Additional Factors Influencing Recorded Detail

  • Film-screen combination: Slower speed film-screen systems result in increased sharpness.

  • Motion: Any motion results in image blur and loss of detail.

DISTORTION

  • Definition: Misrepresentation of anatomic structure on an image receptor altering size and/or shape.

  • Types:

    • Size Distortion: May be caused by excessive OID or insufficient SID, causing structures to appear larger.

    • Shape Distortion:

      • Elongation: Causes structures to appear longer than reality.

      • Foreshortening: Causes structures to appear shorter.

RADIOGRAPHIC FILM

  • Base: Made of polyester, approximately 0.008 inches thick, with added blue dye.

  • Emulsion Types:

    • Double emulsion film: Coated on both sides.

    • Single emulsion film: Coated on one side.

  • Emulsion consists of silver halide crystals suspended in gelatin.

Film Characteristics

  • Speed (Sensitivity): Determined by size/number of silver halide crystals and thickness of the emulsion.

  • Contrast: Determined by crystal size and emulsion thickness.

  • Latitude: Inherent contrast of the film, with wider exposure latitude at higher kVp levels.

Sensitometry: P & D Curves

  • Also known as sensitometric curves, characteristics curves, and D log E curves.

  • Curve typically shows a sigmoid shape, with the following sections:

    • Toe: Represents low exposure and density (base plus fog).

    • Body: Straight-line portion from 0.25 to 2.5 density (gamma).

    • Shoulder: Portion from 2.5 to maximum density (D-max); measures unusable densities.

Use of H & D Curves

  • Used to determine characteristics of specific films and compare several films.

  • Film Characteristics: Speed (sensitivity) indicated by curve closeness to y-axis (faster film).

FILM STORAGE

  • Storage Conditions:

    • Temperature kept between 68º to 70° F.

    • Humidity maintained between 40% to 60%.

  • Handling Issues:

    • Pressure marks, static, crinkle or half-moon marks, bending film over fingernail, and rough handling.

INTENSIFYING SCREENS

  • Base or Backing: Made of polyester, reflective layer increases system speed.

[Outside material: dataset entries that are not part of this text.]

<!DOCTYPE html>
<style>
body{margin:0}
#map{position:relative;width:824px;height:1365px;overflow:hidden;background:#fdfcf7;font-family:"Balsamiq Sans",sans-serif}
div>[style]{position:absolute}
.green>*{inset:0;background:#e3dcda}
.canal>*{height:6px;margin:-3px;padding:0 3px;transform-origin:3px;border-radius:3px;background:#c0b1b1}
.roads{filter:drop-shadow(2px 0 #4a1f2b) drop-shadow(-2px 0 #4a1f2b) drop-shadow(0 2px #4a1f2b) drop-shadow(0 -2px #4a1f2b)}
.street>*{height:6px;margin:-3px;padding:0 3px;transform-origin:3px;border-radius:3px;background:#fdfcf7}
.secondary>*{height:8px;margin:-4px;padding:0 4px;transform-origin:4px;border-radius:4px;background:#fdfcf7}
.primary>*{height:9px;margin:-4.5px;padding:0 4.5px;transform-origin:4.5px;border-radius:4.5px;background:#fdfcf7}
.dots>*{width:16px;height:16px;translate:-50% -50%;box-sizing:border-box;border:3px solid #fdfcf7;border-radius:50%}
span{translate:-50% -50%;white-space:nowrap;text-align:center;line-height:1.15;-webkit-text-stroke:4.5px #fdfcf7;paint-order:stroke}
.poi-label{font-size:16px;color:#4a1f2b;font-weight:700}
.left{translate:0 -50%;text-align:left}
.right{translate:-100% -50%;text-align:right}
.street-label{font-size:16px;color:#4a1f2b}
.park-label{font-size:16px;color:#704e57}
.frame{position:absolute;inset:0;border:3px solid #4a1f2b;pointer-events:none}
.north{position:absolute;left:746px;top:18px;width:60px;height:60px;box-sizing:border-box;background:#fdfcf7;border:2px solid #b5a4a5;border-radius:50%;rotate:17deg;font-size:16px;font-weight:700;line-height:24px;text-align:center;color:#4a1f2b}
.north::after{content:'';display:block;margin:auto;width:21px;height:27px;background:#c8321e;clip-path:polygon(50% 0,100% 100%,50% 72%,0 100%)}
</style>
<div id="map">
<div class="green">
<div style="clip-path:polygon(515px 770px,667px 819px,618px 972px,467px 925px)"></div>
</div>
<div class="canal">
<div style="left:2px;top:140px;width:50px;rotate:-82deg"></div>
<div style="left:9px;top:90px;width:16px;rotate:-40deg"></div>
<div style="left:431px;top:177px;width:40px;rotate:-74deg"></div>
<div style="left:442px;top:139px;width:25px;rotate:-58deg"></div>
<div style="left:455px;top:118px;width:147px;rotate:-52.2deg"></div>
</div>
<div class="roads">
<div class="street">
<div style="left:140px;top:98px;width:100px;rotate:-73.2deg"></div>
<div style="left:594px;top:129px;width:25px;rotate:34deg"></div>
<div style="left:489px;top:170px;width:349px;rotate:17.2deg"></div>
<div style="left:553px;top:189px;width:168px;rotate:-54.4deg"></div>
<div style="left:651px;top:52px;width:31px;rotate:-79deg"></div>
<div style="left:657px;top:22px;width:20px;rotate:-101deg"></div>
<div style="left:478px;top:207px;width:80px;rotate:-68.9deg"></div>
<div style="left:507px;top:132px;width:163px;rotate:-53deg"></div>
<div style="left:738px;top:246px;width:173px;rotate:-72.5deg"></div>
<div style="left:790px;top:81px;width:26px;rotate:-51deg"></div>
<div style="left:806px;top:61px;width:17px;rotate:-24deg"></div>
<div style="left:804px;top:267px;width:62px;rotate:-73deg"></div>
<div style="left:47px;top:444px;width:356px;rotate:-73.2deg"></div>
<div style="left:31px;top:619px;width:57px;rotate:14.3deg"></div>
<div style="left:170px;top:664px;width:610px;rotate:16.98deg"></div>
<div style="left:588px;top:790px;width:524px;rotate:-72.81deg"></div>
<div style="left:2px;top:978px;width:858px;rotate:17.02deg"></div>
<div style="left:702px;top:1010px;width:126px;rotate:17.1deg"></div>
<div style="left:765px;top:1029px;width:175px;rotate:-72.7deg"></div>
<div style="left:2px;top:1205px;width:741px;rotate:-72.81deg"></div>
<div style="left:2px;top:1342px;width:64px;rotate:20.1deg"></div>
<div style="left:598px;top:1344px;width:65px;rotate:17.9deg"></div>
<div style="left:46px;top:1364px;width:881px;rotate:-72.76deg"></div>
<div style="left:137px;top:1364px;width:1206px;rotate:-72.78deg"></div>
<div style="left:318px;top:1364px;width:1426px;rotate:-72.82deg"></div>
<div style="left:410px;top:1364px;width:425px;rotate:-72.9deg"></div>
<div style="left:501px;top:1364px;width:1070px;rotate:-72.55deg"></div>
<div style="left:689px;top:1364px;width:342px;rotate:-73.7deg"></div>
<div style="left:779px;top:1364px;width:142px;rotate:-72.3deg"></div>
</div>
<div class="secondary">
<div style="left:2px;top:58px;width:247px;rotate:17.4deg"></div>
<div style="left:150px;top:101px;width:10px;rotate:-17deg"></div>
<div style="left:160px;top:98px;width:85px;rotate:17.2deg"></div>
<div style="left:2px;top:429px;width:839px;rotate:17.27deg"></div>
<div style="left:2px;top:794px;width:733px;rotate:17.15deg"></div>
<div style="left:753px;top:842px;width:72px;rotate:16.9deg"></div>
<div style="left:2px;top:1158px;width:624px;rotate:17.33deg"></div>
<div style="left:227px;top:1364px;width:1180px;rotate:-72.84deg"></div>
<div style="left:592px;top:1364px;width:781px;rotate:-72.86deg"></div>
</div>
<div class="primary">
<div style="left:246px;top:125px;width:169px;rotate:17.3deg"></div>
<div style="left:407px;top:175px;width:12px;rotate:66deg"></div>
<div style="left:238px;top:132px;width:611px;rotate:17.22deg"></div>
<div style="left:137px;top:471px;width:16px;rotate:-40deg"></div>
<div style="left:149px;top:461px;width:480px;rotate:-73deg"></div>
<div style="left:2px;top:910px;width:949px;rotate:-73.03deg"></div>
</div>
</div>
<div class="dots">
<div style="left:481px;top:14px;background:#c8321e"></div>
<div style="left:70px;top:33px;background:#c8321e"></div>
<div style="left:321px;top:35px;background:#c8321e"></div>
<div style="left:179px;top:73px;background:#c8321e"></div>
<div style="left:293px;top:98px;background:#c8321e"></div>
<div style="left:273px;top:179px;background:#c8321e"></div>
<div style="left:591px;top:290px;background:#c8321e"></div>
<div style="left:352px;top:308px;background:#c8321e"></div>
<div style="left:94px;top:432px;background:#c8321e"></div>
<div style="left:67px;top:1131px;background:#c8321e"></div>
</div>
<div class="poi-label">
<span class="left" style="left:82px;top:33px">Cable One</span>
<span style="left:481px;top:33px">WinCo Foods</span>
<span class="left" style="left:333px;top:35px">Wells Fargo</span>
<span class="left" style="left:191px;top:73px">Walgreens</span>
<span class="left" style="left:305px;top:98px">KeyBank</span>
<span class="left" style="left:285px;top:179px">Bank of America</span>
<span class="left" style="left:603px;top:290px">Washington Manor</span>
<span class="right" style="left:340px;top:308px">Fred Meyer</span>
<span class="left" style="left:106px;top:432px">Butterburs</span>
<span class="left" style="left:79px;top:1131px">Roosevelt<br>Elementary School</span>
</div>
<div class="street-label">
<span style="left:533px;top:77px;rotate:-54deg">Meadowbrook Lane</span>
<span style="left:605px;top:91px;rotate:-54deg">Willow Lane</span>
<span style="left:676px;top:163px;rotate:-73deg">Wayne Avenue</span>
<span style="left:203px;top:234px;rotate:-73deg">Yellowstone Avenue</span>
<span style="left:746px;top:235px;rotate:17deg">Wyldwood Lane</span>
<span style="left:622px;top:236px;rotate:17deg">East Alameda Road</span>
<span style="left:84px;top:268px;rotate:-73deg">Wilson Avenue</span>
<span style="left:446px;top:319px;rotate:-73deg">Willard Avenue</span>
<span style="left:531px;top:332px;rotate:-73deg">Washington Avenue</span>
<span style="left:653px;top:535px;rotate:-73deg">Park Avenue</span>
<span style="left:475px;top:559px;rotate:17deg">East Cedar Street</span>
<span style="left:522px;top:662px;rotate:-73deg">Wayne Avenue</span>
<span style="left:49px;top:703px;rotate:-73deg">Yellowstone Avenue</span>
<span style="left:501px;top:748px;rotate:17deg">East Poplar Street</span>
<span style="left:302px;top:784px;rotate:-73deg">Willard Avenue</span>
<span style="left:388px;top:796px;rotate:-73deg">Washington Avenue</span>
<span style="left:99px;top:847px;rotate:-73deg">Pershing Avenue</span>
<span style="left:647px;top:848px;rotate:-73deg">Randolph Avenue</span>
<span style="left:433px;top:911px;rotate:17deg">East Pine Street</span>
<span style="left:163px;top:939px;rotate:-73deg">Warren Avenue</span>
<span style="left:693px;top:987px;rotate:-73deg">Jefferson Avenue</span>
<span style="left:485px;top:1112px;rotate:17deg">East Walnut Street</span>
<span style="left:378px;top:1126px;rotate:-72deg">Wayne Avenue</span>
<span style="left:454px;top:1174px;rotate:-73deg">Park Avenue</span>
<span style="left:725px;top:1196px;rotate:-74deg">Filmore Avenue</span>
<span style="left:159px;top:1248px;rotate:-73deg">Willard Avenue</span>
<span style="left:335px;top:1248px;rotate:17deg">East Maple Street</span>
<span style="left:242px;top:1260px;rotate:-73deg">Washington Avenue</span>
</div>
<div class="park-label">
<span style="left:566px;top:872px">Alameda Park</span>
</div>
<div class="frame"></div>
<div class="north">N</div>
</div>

  • Active Layer: Phosphor layer adhering to base.

  • Protective Layer: Coating on top of the active layer for protection.

Screen Speed (Sensitivity)

  • Primarily controlled by the film-screen combination; speed mainly influenced by screens while contrast is influenced by kVp.

GRIDS

  • Use: Reduces scatter radiation reaching the film.

  • Construction: Lead strips separated by aluminum interspaces.

  • Grid Types: Linear, focused, and crossed grids.

  • Grid Characteristics:

    • Contrast Improvement Factor: Enhances contrast.

    • Grid Selectivity: Ratio of primary to secondary radiation transmitted.

Additional Information on Grids

  • Grid Conversion Factor (Bucky Factor): Exposure increase needed to compensate for absorption of image-forming rays and scatter.

  • Grid Motion: Stationary grids do not move during exposure; moving grids reciprocate.

Grid Errors

  • Common errors in focused grids: upside down, off-level, lateral decentering.

  • Air Gap Technique: Increases OID to allow scatter to miss the film (e.g., lateral cervical spine).

  • Grids enhance contrast by absorbing scatter rays, improving image quality.

TECHNIQUE CHARTS

  • Measurements: Part thickness should always be measured using calipers.

  • Types of Technique Charts:

    1. Fixed kVp-variable mAs: Assumes optimal kVp for the part being radiographed.

    2. Variable kVp: Varies kVp according to part thickness to ensure more penetrating rays.

    3. Variable Technique: Adjusts methods based on pathology, patient factors, and other variables.